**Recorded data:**
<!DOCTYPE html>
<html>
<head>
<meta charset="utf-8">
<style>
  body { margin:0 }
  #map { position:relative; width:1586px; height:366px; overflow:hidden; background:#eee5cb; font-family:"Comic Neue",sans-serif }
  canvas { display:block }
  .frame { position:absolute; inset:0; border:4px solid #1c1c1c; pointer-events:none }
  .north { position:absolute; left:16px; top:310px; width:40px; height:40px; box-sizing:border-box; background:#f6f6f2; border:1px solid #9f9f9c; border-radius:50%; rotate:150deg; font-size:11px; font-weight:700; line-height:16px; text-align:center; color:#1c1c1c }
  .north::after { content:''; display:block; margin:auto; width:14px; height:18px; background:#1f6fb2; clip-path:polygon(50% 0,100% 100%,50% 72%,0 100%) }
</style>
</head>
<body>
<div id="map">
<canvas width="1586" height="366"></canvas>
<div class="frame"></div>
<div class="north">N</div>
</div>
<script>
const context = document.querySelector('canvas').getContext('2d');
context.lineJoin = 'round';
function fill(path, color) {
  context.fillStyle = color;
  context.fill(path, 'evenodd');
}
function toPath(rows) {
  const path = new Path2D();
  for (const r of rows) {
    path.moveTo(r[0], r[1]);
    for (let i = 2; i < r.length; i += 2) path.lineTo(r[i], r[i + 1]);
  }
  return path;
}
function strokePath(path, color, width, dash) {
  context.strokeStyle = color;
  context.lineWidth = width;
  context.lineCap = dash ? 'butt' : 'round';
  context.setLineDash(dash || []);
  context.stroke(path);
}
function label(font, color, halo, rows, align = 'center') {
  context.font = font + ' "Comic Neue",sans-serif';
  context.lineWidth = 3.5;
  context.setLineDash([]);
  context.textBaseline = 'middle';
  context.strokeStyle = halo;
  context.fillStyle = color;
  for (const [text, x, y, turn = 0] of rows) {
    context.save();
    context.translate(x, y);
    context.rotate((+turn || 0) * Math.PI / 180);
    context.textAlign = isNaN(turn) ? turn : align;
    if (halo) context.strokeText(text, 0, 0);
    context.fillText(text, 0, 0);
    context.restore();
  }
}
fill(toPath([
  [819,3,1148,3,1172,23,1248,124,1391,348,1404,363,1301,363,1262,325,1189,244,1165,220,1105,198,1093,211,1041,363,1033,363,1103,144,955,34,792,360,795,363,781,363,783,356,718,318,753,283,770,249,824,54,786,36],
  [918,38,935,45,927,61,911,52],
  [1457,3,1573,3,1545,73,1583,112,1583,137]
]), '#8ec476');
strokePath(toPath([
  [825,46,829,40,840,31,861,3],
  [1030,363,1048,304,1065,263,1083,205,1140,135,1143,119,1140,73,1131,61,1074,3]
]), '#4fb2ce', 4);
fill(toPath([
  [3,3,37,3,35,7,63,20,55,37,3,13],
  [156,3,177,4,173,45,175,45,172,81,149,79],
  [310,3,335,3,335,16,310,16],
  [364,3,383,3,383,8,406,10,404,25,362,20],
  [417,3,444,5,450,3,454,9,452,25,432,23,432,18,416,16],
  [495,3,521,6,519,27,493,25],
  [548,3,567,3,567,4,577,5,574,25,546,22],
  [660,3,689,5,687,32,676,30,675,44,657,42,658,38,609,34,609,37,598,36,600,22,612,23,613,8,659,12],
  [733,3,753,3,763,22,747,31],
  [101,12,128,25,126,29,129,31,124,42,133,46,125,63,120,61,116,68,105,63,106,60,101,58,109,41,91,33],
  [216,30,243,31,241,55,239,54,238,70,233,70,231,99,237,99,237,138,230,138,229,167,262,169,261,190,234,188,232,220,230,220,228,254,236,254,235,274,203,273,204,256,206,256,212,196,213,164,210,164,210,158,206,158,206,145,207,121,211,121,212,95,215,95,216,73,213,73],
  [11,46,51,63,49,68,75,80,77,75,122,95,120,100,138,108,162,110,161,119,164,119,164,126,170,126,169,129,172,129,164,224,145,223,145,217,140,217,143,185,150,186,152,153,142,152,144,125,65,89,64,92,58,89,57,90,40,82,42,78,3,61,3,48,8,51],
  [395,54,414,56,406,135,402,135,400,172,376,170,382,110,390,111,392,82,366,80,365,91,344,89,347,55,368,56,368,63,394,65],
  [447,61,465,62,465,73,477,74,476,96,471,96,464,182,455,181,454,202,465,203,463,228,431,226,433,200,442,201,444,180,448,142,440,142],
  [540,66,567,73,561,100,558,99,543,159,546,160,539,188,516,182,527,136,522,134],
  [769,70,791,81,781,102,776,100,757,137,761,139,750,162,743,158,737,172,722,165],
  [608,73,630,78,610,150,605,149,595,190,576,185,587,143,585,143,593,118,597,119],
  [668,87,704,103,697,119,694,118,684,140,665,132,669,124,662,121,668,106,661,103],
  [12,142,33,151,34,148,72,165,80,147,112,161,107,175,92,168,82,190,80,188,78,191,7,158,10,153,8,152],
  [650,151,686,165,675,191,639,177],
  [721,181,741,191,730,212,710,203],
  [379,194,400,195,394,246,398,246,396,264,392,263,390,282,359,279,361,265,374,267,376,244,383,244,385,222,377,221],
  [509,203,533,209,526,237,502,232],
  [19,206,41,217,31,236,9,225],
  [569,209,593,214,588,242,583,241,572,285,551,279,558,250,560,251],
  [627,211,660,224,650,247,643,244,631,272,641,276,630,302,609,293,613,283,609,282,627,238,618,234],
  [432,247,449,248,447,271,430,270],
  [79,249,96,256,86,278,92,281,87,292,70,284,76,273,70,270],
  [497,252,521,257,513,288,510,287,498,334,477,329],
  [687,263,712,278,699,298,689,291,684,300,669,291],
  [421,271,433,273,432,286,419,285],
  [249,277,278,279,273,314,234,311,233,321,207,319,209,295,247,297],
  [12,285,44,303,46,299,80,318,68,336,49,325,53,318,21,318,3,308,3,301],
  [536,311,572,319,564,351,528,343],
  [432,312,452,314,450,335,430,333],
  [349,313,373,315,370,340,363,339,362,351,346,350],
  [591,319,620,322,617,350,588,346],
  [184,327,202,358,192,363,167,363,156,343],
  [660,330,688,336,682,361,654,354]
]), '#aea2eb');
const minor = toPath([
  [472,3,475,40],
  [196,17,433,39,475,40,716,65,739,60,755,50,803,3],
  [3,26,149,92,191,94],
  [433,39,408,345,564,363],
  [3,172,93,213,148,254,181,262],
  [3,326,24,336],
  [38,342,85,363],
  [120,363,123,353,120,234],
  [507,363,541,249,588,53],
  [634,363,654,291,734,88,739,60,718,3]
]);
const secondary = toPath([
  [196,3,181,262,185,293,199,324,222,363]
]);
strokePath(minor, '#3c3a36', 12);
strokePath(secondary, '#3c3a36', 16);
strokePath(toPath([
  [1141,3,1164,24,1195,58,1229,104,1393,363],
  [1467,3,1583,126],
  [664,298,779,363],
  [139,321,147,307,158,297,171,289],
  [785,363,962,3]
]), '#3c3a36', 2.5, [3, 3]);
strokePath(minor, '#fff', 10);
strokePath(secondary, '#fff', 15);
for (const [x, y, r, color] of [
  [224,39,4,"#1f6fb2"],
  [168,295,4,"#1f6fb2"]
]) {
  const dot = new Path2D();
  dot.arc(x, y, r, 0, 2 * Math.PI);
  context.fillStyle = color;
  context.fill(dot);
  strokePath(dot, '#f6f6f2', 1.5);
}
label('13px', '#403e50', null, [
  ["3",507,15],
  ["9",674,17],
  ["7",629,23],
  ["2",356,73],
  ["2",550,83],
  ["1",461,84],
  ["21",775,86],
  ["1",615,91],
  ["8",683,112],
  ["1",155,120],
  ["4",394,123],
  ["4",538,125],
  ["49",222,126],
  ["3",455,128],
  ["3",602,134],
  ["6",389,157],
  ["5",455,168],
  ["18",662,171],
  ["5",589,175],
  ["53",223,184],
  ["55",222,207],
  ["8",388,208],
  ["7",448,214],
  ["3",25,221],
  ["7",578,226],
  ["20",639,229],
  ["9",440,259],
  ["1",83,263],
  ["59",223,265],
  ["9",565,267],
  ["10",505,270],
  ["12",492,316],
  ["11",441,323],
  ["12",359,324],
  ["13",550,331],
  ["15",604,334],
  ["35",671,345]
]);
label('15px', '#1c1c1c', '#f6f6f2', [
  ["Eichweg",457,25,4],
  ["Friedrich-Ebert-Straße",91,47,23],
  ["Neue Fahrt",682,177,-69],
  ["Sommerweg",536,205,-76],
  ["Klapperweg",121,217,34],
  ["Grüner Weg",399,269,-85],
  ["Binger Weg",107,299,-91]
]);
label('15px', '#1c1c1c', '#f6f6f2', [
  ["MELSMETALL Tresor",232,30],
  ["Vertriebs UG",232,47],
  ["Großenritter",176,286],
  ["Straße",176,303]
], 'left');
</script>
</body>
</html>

**Requirement:**
Keep only those lines of the records that hold "lineWidth", and return them.

**Answer to the exercise:**
  context.lineWidth = width;
  context.lineWidth = 3.5;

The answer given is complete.